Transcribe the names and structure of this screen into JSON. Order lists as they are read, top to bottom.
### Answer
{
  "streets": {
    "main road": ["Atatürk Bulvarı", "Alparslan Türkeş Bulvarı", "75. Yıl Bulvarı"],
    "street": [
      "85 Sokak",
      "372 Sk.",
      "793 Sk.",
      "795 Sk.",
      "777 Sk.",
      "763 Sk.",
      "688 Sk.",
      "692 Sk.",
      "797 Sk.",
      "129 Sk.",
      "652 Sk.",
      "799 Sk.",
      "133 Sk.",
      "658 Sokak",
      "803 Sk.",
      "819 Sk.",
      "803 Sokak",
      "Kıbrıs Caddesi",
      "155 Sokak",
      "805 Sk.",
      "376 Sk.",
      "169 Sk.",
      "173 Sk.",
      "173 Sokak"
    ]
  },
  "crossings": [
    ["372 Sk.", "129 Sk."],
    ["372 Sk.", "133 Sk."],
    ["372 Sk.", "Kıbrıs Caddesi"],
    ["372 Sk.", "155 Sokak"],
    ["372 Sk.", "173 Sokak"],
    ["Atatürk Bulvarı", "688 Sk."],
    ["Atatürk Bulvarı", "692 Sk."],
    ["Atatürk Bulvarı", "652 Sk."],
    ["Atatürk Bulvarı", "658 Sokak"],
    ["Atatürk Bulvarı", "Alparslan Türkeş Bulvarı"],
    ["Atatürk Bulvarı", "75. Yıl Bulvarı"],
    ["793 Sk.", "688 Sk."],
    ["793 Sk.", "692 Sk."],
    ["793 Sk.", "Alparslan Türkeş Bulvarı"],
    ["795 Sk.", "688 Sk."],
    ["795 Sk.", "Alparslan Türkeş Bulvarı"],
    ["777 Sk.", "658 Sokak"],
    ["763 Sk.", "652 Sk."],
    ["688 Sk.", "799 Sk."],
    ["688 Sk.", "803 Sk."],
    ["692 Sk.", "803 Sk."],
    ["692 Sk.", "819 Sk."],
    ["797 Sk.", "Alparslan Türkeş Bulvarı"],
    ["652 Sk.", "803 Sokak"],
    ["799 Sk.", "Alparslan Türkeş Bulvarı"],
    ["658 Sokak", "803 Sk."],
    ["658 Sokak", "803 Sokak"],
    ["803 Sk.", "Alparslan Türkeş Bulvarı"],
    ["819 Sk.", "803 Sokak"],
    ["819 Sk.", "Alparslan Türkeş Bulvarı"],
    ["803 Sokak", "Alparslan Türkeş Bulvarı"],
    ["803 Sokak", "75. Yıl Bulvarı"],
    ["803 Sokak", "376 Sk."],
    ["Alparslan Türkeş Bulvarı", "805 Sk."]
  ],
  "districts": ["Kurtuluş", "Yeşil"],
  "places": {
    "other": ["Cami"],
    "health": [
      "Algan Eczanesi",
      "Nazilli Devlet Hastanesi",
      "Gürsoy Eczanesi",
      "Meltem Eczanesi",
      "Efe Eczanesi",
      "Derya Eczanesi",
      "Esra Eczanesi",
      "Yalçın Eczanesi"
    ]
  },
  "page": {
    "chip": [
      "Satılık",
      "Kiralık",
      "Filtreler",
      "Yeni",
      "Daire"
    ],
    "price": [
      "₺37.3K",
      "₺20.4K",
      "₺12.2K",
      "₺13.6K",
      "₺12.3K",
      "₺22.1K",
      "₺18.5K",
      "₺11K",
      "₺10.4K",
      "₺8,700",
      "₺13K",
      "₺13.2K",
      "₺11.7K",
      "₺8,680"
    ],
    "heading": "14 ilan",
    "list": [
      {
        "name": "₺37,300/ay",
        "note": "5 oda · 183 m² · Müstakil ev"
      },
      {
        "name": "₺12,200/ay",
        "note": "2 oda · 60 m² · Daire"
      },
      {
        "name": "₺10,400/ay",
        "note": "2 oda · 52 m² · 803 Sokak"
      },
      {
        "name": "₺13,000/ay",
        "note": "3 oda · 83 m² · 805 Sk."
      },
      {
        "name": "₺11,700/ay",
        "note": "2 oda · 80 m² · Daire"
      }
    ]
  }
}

_ _ _ _ _ _ _

#### What is being asked:
Return every line of the preceding records in which the word "Atatürk" appears.

#### Written answer:
    "main road": ["Atatürk Bulvarı", "Alparslan Türkeş Bulvarı", "75. Yıl Bulvarı"],
    ["Atatürk Bulvarı", "688 Sk."],
    ["Atatürk Bulvarı", "692 Sk."],
    ["Atatürk Bulvarı", "652 Sk."],
    ["Atatürk Bulvarı", "658 Sokak"],
    ["Atatürk Bulvarı", "Alparslan Türkeş Bulvarı"],
    ["Atatürk Bulvarı", "75. Yıl Bulvarı"],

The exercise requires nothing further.